Work through the data and say how many lines contain "white". The number alone is the answer.

--------------------------------------------------

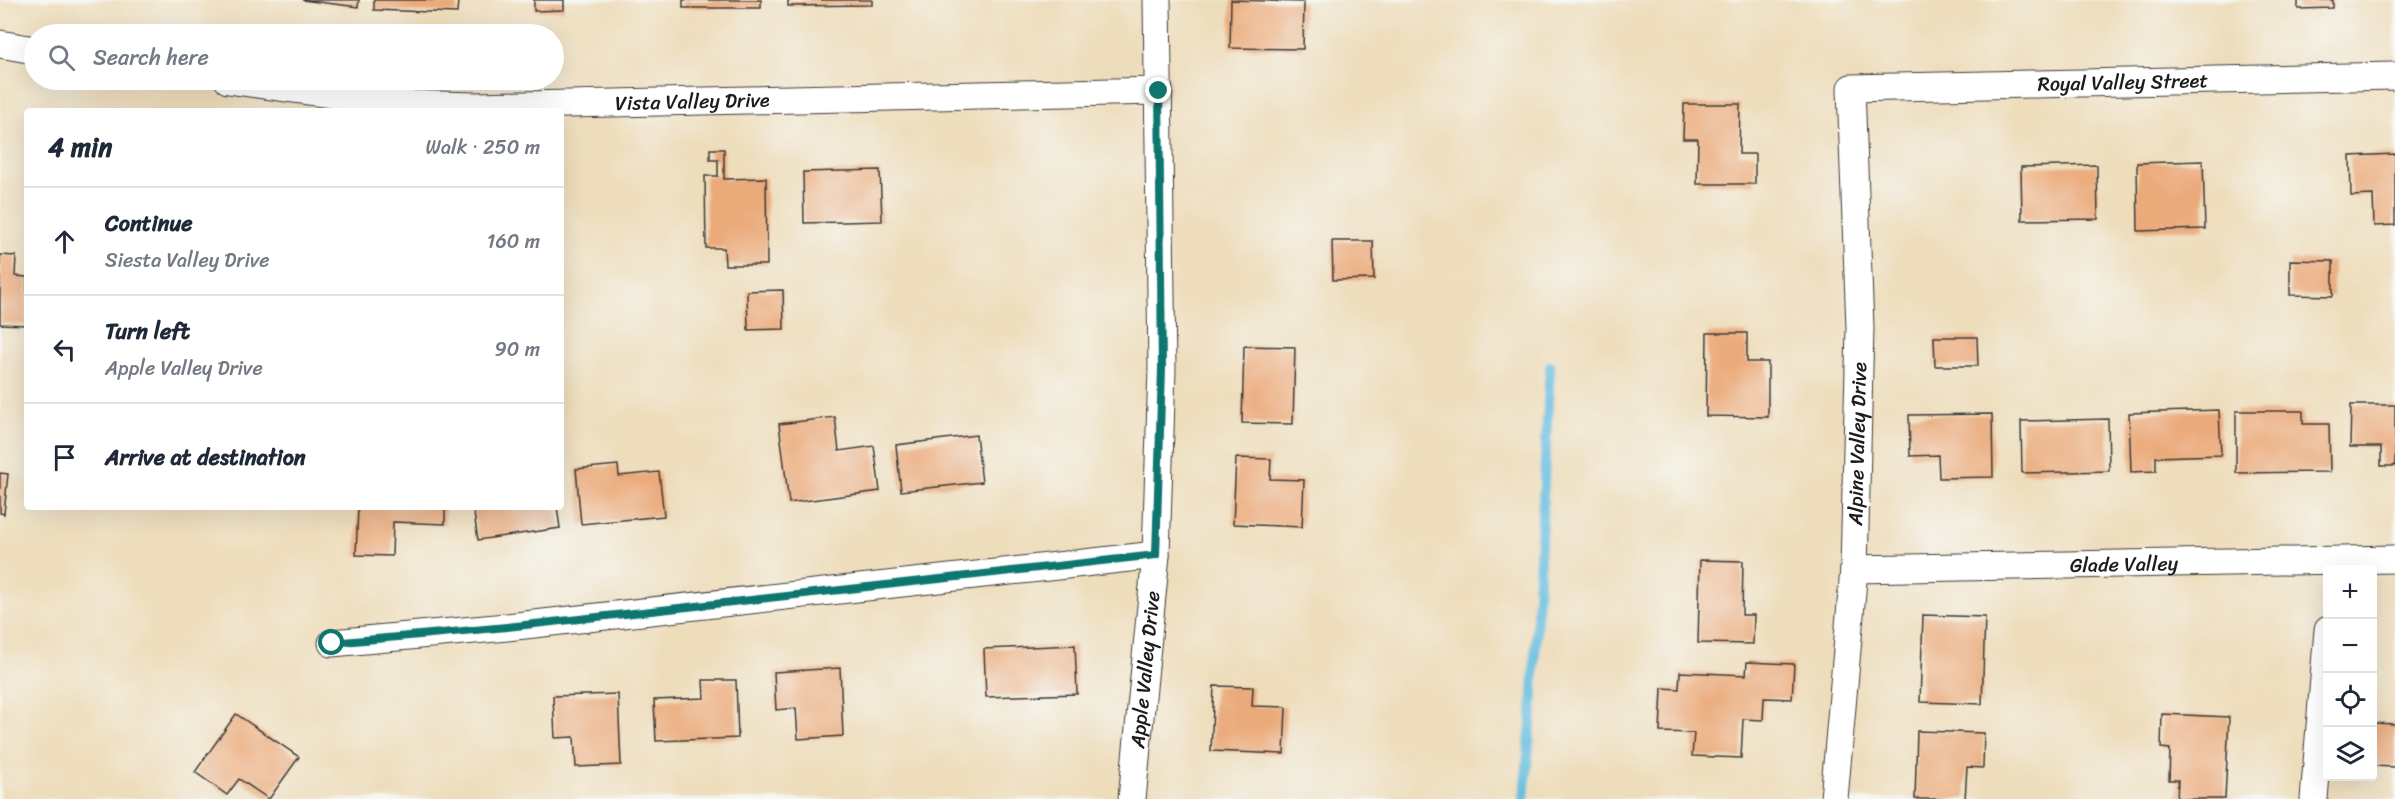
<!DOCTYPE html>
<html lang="en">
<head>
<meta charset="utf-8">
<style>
	:root { --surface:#fff; --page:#f6f6f7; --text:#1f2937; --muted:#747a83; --line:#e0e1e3 }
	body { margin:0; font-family:Sriracha,sans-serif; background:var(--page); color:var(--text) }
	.controls { position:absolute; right:18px; bottom:18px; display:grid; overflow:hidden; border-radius:6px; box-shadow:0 6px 24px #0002 }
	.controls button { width:54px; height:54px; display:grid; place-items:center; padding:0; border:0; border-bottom:2px solid var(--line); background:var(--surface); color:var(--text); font:30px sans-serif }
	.stop { position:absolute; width:18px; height:18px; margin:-14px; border:4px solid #0f766e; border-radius:50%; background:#fff }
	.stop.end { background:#0f766e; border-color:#fff; box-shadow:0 2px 6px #0008 }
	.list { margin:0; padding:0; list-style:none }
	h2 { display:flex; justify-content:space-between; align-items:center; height:78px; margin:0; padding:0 24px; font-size:26px }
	h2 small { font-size:20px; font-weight:400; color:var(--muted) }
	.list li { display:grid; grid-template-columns:39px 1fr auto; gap:18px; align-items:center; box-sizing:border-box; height:108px; padding:0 24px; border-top:2px solid var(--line) }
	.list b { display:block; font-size:22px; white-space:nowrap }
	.list p { margin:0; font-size:20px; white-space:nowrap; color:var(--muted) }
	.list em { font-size:20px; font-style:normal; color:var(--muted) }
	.icon { flex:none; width:33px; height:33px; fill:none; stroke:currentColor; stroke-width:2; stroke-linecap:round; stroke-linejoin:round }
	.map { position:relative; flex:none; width:2395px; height:799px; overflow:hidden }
	.search { position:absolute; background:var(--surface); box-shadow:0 6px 24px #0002; left:24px; top:24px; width:540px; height:66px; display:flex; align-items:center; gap:15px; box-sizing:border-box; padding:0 21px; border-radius:33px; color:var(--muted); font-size:22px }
	.panel { position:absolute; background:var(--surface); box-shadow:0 6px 24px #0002; left:24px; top:108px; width:540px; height:402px; border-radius:6px }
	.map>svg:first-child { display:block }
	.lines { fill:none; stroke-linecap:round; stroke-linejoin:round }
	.stream { stroke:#63bde0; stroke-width:10 }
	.building { fill:#ebaa7a }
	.minor-casing { stroke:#3c3934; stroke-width:29 }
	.minor { stroke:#fff; stroke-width:27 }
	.route { stroke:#0f766e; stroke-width:8 }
	.labels { text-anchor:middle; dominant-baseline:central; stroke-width:4.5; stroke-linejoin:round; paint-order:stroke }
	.street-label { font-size:20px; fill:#1c1c1c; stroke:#f6f6f2 }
</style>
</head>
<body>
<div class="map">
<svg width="2395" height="799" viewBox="0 0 2395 799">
	<rect width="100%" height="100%" fill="#f6f6f2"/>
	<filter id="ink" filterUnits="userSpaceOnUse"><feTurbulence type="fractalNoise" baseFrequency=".0167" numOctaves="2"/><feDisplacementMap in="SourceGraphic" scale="12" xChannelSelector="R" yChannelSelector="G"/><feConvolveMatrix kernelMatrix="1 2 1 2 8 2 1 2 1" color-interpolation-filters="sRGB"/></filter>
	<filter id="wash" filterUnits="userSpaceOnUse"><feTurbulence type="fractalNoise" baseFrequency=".008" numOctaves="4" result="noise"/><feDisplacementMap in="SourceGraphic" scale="24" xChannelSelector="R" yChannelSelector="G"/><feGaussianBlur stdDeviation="1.35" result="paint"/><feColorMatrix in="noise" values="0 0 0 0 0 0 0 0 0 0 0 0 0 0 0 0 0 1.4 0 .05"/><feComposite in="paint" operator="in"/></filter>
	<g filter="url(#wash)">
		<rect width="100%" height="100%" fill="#edb"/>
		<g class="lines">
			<!-- stream -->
			<path class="stream" d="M1524,799L1532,712L1550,366"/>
		</g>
		<g id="blocks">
			<!-- building -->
			<path class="building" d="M302,0H359L358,7Z
				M374,0H458L457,13L374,10Z
				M534,0H564V10L534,11Z
				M683,0H761V8H683Z
				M788,0H872V5L788,6Z
				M1231,0L1304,2L1303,49L1230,48Z
				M2298,0H2333V8L2298,9Z
				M1684,104H1740L1739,154H1755V184H1697L1698,139H1683Z
				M710,149H724V179L766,178L767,265H725L724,248H706L705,176H718V160H710Z
				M2395,154V225L2374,226L2373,195L2351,196L2350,156Z
				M2203,161L2205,229L2138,231L2137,163Z
				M2097,165L2098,219L2022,220L2021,167Z
				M880,170L882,221L804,223L803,172Z
				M1332,241H1373L1374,279L1333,280Z
				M0,255L16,256L15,276L27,277V325L0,324Z
				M2290,260L2333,261V296L2290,295Z
				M783,290L784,329L748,330L747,291Z
				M1707,333H1747V362H1768V417L1706,416Z
				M1934,337H1977L1978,366H1935Z
				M1244,346L1295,347L1293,424L1242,423Z
				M2351,405H2395V466H2381V447H2350Z
				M2219,410L2221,455L2156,457V471L2131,472L2129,413Z
				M2236,411H2303V424H2329L2330,472L2236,473Z
				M1992,414L1993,477L1939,478L1938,455L1910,456L1909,415Z
				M835,417L839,451L874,446L880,491L789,503L779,424Z
				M2108,419L2109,471L2022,473L2021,421Z
				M976,435L982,482L901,491L896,445Z
				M1236,458L1271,459L1270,479L1304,480L1302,527L1233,524Z
				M618,465L619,476L659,472L664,516L581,524L576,469Z
				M0,473L8,474L4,514L0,513Z
				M358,507H445V524L393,522L392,556L356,555Z
				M473,507H557L560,528L478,540Z
				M1700,560L1743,561L1742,615H1754L1753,644L1698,643Z
				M1923,615L1985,617L1982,704L1920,702Z
				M1075,645L1077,694L986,697L984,649Z
				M1747,662L1794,664L1792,699L1764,698L1763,720L1743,719L1741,758L1692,756L1694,733L1660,732L1662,688L1679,689L1680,672L1746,675Z
				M840,668L843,736L798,739L796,708L776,710L774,672Z
				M703,680H736L738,738L656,741L654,700L704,698Z
				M1214,686L1253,687L1252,706L1286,707L1284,754L1211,751Z
				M618,694L621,765L576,767L574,737L555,738L553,696Z
				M236,714L299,757L269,799L239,779L227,795L195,772Z
				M2162,714L2229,717L2225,799H2177L2178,780H2169L2170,749L2161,748Z
				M2372,723L2395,724V767L2372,766Z
				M1917,731L1984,733L1983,768L1967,767L1965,799H1915Z"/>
		</g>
	</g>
	<g filter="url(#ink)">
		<use href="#blocks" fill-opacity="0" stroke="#3c3934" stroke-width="1.5"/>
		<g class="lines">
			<!-- minor casing -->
			<g class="minor-casing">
				<g id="minor">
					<path d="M0,44L34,50"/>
					<path id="s1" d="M228,80L403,104L476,106L1159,91"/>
					<path id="s2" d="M1854,569L2395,559"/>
					<path d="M332,643L507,627L1156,555"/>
					<path id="s3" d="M1132,799L1156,555L1162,369L1157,0"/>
					<path id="s4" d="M1834,799L1854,569L1860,328L1851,88L2395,76"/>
					<path d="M2314,799L2328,630"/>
				</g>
			</g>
			<!-- minor -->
			<use href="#minor" class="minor"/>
		</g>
	</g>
	<g class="lines" filter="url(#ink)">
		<!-- route -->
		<path class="route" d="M332,643L507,627L1156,555L1162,369L1159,91"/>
	</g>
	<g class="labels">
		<!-- street labels -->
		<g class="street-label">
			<text stroke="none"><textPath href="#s4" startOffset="984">Royal Valley Street</textPath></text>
			<text stroke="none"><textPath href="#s1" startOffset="466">Vista Valley Drive</textPath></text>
			<text stroke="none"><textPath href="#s4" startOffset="356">Alpine Valley Drive</textPath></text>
			<text stroke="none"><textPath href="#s2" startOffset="270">Glade Valley</textPath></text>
			<text stroke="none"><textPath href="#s3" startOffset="130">Apple Valley Drive</textPath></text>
		</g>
	</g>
</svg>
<div class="controls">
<button>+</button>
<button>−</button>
<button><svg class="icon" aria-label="locate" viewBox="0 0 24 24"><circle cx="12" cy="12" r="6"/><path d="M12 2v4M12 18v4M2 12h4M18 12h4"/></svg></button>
<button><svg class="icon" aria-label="layers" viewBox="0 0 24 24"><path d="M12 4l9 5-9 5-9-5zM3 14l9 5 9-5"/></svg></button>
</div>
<div class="stop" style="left:332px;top:643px"></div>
<div class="stop end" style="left:1159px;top:91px"></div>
<div class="search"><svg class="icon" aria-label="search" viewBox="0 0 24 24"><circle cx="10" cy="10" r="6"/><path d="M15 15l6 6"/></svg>Search here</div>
<section class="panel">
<h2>4 min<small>Walk · 250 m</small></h2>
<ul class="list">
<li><svg class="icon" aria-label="ahead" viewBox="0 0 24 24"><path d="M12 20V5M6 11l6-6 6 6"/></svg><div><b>Continue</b><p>Siesta Valley Drive</p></div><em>160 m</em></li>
<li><svg class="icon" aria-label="left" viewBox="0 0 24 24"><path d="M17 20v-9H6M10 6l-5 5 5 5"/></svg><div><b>Turn left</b><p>Apple Valley Drive</p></div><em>90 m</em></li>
<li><svg class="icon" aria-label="arrive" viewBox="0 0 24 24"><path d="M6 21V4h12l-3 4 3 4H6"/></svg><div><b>Arrive at destination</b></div></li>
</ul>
</section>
</div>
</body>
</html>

--------------------------------------------------

Solution:
2